• _Entries supplied_:
----------------
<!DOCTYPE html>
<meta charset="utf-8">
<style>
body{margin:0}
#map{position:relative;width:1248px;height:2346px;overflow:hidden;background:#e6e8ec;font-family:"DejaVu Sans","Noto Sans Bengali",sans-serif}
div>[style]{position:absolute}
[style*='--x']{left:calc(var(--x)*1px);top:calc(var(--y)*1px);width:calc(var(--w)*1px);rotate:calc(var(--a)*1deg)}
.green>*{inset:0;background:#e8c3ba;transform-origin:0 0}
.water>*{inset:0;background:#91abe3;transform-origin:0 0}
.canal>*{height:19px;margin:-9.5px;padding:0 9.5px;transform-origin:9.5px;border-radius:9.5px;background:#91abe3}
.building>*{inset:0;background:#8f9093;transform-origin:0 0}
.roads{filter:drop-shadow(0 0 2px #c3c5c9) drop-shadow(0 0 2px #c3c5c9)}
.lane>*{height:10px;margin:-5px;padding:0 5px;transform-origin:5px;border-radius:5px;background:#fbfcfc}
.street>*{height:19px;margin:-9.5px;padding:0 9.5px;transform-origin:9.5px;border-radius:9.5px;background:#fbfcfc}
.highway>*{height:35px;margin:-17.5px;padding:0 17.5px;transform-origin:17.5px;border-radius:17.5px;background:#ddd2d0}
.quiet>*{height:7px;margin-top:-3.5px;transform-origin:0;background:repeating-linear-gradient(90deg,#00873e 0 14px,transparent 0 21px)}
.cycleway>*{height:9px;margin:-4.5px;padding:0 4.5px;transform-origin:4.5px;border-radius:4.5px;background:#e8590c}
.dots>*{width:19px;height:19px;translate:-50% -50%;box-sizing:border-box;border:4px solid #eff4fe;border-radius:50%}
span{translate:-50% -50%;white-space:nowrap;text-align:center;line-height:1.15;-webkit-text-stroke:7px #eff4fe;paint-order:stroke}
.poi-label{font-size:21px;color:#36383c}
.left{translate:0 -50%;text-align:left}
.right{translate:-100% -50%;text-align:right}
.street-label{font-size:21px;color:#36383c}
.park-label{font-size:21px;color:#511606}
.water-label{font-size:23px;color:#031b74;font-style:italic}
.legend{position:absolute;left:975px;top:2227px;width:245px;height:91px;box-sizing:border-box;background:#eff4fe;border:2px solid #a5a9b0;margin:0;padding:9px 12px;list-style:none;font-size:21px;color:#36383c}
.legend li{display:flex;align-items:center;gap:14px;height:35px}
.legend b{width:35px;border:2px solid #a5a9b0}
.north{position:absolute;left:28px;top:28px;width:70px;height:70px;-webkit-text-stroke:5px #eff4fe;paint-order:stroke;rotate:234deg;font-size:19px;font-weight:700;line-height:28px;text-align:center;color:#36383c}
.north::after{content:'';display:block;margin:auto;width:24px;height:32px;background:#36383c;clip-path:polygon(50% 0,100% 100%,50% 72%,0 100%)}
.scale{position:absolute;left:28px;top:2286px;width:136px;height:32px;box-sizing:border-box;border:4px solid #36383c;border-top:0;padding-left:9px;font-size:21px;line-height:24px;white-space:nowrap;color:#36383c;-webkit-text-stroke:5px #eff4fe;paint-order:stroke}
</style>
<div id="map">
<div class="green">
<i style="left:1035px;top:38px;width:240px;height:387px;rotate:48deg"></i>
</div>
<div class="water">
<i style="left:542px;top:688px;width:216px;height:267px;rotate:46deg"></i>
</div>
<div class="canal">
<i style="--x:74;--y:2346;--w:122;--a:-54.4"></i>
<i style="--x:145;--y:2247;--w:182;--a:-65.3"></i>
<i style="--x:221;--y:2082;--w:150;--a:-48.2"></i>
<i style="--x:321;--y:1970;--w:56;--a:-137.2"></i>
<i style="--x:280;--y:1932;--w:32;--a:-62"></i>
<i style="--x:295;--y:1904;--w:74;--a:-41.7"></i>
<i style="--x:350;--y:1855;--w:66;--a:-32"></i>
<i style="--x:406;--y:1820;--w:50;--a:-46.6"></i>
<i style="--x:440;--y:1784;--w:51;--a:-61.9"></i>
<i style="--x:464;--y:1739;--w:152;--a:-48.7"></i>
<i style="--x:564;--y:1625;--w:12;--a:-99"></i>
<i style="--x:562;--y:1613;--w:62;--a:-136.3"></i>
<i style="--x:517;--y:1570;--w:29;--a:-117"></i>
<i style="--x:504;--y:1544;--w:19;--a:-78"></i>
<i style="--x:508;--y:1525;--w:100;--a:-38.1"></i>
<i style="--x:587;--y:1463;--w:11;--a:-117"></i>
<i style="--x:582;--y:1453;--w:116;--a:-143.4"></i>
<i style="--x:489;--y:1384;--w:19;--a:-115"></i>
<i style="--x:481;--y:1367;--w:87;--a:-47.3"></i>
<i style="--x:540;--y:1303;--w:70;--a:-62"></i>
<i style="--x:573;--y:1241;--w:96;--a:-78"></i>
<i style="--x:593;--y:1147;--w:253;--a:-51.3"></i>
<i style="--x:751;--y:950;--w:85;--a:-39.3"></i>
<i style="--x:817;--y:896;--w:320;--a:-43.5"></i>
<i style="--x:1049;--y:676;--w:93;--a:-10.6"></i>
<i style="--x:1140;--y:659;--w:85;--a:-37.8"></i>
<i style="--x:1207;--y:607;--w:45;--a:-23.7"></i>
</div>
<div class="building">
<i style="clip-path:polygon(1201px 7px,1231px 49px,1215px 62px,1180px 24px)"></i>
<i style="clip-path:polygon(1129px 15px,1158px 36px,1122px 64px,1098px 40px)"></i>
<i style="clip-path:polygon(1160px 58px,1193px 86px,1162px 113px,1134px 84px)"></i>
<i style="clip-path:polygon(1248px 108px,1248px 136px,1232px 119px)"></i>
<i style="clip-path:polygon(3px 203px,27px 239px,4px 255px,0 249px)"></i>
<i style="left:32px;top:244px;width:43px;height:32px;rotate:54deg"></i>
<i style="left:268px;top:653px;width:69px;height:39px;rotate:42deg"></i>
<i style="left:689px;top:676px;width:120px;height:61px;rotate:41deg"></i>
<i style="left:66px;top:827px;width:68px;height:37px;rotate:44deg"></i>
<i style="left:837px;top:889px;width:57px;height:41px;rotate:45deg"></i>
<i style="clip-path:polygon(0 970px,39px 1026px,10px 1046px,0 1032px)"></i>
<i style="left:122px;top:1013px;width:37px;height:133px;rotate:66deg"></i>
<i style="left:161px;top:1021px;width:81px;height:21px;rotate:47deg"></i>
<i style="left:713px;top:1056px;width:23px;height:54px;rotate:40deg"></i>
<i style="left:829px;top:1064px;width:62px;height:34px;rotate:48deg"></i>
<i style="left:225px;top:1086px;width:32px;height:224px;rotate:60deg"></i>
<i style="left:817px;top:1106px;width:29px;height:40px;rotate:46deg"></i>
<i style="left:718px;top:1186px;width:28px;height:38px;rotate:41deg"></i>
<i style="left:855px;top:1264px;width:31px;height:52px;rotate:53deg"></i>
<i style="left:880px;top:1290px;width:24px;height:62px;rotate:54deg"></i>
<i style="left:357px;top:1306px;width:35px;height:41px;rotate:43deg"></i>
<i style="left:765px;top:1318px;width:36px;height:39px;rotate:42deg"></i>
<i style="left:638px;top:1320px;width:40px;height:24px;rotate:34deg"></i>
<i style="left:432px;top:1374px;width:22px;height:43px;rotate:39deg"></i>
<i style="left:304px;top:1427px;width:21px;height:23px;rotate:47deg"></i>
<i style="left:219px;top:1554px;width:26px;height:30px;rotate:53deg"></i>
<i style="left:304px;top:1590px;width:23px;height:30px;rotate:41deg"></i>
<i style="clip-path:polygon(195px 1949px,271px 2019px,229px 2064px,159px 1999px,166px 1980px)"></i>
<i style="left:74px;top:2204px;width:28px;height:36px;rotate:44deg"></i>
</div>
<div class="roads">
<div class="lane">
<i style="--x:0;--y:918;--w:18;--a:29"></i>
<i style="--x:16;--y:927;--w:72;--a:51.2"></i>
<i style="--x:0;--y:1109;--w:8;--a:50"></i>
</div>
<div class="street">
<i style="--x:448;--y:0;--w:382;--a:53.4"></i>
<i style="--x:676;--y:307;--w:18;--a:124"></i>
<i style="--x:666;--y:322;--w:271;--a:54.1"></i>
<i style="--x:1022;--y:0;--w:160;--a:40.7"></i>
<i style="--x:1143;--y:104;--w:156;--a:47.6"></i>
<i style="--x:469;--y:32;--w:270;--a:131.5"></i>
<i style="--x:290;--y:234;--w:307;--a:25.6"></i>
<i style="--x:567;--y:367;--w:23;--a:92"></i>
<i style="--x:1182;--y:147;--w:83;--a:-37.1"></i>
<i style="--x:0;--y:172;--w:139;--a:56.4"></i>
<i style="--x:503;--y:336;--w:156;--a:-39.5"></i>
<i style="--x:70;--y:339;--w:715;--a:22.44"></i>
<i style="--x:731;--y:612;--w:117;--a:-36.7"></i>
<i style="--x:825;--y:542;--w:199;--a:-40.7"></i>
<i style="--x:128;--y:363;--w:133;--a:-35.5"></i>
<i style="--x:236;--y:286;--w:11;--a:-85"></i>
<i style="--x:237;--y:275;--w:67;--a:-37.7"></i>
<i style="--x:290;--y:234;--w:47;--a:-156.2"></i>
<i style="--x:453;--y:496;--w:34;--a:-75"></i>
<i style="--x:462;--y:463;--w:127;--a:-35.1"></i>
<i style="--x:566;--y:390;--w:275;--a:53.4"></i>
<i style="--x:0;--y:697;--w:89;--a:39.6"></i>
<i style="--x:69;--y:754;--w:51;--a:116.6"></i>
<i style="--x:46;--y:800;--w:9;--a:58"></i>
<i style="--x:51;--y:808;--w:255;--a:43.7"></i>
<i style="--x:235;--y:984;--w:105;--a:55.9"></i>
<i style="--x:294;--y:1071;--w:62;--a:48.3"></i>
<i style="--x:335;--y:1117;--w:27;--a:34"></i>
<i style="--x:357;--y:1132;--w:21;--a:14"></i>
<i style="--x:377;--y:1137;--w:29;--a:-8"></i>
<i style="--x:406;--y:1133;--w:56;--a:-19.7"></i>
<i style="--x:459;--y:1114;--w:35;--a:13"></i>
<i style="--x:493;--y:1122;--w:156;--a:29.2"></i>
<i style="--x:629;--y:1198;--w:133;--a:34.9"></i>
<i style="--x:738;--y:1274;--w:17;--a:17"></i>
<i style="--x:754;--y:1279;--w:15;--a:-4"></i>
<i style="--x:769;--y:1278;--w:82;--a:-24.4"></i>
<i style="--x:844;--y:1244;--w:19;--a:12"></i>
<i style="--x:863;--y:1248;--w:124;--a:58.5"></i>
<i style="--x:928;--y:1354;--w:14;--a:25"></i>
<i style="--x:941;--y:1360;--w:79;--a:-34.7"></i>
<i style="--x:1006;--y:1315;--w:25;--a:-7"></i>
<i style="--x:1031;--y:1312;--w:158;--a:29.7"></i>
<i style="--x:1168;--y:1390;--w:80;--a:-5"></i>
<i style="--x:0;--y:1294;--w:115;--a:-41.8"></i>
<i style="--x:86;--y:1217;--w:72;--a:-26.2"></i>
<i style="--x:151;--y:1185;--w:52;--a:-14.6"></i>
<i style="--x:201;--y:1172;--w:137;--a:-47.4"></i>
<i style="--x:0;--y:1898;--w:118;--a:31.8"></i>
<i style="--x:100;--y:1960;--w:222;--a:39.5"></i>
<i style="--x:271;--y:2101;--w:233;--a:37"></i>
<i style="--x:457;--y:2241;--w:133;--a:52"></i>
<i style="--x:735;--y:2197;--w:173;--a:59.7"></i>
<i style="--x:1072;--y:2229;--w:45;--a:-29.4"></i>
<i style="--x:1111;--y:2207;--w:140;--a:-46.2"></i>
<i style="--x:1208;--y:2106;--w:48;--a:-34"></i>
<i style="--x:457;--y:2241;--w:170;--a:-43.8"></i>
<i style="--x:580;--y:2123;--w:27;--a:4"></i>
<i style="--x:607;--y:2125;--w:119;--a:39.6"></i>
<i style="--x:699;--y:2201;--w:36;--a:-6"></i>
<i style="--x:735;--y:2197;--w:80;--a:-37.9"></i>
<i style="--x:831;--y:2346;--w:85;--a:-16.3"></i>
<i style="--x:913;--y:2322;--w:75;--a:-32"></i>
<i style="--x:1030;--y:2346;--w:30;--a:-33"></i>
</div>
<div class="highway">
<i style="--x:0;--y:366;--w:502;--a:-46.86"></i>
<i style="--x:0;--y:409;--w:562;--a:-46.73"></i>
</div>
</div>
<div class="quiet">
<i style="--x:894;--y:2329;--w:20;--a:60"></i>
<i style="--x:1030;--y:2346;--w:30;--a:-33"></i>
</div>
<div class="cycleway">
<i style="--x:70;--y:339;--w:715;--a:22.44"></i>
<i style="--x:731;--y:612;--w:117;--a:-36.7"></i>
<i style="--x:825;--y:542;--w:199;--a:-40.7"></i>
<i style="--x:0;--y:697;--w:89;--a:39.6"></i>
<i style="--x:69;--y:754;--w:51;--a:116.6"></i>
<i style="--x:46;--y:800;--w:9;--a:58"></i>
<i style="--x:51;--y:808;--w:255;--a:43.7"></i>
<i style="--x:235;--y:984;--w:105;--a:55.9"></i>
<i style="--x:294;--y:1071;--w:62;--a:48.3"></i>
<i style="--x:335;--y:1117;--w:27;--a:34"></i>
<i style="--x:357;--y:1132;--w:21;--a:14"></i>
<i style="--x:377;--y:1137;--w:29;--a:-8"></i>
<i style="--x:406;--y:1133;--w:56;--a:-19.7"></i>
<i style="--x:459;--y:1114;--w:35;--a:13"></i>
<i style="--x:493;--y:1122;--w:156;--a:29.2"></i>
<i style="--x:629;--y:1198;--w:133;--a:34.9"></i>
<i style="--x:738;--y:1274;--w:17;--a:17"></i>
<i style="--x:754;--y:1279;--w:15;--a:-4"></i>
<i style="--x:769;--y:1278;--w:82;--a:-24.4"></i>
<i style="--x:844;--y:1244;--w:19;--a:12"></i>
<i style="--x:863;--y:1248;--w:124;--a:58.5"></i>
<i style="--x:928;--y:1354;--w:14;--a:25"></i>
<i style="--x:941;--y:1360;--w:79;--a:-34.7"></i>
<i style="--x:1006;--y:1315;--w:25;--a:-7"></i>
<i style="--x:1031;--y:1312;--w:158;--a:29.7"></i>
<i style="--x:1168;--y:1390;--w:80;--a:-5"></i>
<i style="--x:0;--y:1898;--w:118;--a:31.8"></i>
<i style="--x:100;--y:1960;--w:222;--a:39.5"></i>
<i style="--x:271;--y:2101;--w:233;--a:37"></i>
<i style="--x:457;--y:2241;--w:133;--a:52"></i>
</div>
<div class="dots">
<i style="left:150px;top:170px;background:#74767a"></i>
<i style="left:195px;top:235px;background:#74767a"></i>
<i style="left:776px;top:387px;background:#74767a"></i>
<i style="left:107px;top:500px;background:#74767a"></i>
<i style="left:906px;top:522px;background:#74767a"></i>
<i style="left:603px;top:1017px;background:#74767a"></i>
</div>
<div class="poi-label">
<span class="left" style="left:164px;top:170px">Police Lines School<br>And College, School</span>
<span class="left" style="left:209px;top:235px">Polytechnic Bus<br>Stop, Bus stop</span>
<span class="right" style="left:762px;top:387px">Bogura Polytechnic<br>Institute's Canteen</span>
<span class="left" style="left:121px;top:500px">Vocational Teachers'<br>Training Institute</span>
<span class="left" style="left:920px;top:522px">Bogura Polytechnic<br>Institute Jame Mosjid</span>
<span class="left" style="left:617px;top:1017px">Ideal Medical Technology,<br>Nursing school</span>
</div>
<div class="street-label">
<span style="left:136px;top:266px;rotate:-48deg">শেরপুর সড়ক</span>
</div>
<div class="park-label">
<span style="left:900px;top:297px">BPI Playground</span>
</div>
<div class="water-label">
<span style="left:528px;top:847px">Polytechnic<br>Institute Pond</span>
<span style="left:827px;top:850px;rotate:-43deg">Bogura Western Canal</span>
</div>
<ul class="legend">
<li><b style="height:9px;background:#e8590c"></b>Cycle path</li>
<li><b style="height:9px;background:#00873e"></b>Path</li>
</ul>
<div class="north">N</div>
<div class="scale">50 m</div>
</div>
----------------
• _Task item_:
Which lines above contain "green"? Show each of them.

• _Written response_:
.green>*{inset:0;background:#e8c3ba;transform-origin:0 0}
<div class="green">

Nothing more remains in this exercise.